**ACTIVITY**
A faithful, word-for-word transcription of all the data is what is needed.

**EXERCISE INPUT**
┄┄┄┄┄┄┄┄┄┄┄┄┄┄┄┄┄┄┄┄

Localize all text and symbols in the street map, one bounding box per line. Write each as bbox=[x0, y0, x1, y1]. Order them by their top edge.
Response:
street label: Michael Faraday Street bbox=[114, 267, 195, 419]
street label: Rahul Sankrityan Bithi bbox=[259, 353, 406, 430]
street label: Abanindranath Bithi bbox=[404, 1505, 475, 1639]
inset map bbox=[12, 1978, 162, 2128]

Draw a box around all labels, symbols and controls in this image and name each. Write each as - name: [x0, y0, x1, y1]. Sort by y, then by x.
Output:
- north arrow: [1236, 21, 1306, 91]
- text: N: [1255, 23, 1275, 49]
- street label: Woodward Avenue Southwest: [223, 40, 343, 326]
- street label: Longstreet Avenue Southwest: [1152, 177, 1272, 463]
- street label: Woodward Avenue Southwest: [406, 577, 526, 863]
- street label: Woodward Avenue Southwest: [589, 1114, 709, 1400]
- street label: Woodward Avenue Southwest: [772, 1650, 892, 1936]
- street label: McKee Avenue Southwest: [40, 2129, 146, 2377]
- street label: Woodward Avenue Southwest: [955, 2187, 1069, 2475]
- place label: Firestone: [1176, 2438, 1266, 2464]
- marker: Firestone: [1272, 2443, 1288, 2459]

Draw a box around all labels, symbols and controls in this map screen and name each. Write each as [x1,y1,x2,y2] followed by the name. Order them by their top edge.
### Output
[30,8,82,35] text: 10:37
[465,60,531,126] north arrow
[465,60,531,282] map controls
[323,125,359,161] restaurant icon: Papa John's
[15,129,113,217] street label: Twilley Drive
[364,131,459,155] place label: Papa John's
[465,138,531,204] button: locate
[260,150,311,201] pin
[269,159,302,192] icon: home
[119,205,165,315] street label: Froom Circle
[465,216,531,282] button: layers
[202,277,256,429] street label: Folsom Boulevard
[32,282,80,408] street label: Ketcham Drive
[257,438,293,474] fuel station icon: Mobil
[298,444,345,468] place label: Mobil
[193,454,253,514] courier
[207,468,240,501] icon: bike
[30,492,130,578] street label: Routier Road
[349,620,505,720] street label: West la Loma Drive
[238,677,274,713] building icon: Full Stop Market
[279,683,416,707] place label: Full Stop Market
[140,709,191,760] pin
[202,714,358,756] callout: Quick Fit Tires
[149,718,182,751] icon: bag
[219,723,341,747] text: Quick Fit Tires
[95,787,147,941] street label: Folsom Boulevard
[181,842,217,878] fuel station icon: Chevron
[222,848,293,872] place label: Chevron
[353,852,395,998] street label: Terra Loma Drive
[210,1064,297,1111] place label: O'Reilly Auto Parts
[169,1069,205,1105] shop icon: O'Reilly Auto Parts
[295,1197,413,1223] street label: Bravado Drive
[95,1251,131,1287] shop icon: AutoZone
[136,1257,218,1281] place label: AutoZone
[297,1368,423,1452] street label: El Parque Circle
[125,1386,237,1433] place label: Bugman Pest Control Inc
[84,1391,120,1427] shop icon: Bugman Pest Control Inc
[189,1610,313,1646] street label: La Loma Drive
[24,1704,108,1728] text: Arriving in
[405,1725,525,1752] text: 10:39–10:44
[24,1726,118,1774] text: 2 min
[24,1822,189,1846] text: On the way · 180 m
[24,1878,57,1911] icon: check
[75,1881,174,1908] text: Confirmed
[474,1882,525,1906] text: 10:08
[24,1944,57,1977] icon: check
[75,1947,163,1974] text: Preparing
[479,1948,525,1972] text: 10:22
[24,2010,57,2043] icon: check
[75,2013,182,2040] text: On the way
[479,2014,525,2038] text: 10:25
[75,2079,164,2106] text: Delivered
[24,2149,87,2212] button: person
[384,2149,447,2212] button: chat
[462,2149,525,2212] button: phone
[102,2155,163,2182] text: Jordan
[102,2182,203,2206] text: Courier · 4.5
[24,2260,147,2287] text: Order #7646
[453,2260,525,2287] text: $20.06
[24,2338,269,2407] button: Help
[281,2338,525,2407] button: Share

┄┄┄┄┄┄┄┄┄┄┄┄┄┄┄┄┄┄┄┄

**WRITTEN SOLUTION**
Localize all text and symbols in the street map, one bounding box per line. Write each as bbox=[x0, y0, x1, y1]. Order them by their top edge.
Response:
street label: Michael Faraday Street bbox=[114, 267, 195, 419]
street label: Rahul Sankrityan Bithi bbox=[259, 353, 406, 430]
street label: Abanindranath Bithi bbox=[404, 1505, 475, 1639]
inset map bbox=[12, 1978, 162, 2128]

Draw a box around all labels, symbols and controls in this image and name each. Write each as - name: [x0, y0, x1, y1]. Sort by y, then by x.
Output:
- north arrow: [1236, 21, 1306, 91]
- text: N: [1255, 23, 1275, 49]
- street label: Woodward Avenue Southwest: [223, 40, 343, 326]
- street label: Longstreet Avenue Southwest: [1152, 177, 1272, 463]
- street label: Woodward Avenue Southwest: [406, 577, 526, 863]
- street label: Woodward Avenue Southwest: [589, 1114, 709, 1400]
- street label: Woodward Avenue Southwest: [772, 1650, 892, 1936]
- street label: McKee Avenue Southwest: [40, 2129, 146, 2377]
- street label: Woodward Avenue Southwest: [955, 2187, 1069, 2475]
- place label: Firestone: [1176, 2438, 1266, 2464]
- marker: Firestone: [1272, 2443, 1288, 2459]

Draw a box around all labels, symbols and controls in this map screen and name each. Write each as [x1,y1,x2,y2] followed by the name. Order them by their top edge.
### Output
[30,8,82,35] text: 10:37
[465,60,531,126] north arrow
[465,60,531,282] map controls
[323,125,359,161] restaurant icon: Papa John's
[15,129,113,217] street label: Twilley Drive
[364,131,459,155] place label: Papa John's
[465,138,531,204] button: locate
[260,150,311,201] pin
[269,159,302,192] icon: home
[119,205,165,315] street label: Froom Circle
[465,216,531,282] button: layers
[202,277,256,429] street label: Folsom Boulevard
[32,282,80,408] street label: Ketcham Drive
[257,438,293,474] fuel station icon: Mobil
[298,444,345,468] place label: Mobil
[193,454,253,514] courier
[207,468,240,501] icon: bike
[30,492,130,578] street label: Routier Road
[349,620,505,720] street label: West la Loma Drive
[238,677,274,713] building icon: Full Stop Market
[279,683,416,707] place label: Full Stop Market
[140,709,191,760] pin
[202,714,358,756] callout: Quick Fit Tires
[149,718,182,751] icon: bag
[219,723,341,747] text: Quick Fit Tires
[95,787,147,941] street label: Folsom Boulevard
[181,842,217,878] fuel station icon: Chevron
[222,848,293,872] place label: Chevron
[353,852,395,998] street label: Terra Loma Drive
[210,1064,297,1111] place label: O'Reilly Auto Parts
[169,1069,205,1105] shop icon: O'Reilly Auto Parts
[295,1197,413,1223] street label: Bravado Drive
[95,1251,131,1287] shop icon: AutoZone
[136,1257,218,1281] place label: AutoZone
[297,1368,423,1452] street label: El Parque Circle
[125,1386,237,1433] place label: Bugman Pest Control Inc
[84,1391,120,1427] shop icon: Bugman Pest Control Inc
[189,1610,313,1646] street label: La Loma Drive
[24,1704,108,1728] text: Arriving in
[405,1725,525,1752] text: 10:39–10:44
[24,1726,118,1774] text: 2 min
[24,1822,189,1846] text: On the way · 180 m
[24,1878,57,1911] icon: check
[75,1881,174,1908] text: Confirmed
[474,1882,525,1906] text: 10:08
[24,1944,57,1977] icon: check
[75,1947,163,1974] text: Preparing
[479,1948,525,1972] text: 10:22
[24,2010,57,2043] icon: check
[75,2013,182,2040] text: On the way
[479,2014,525,2038] text: 10:25
[75,2079,164,2106] text: Delivered
[24,2149,87,2212] button: person
[384,2149,447,2212] button: chat
[462,2149,525,2212] button: phone
[102,2155,163,2182] text: Jordan
[102,2182,203,2206] text: Courier · 4.5
[24,2260,147,2287] text: Order #7646
[453,2260,525,2287] text: $20.06
[24,2338,269,2407] button: Help
[281,2338,525,2407] button: Share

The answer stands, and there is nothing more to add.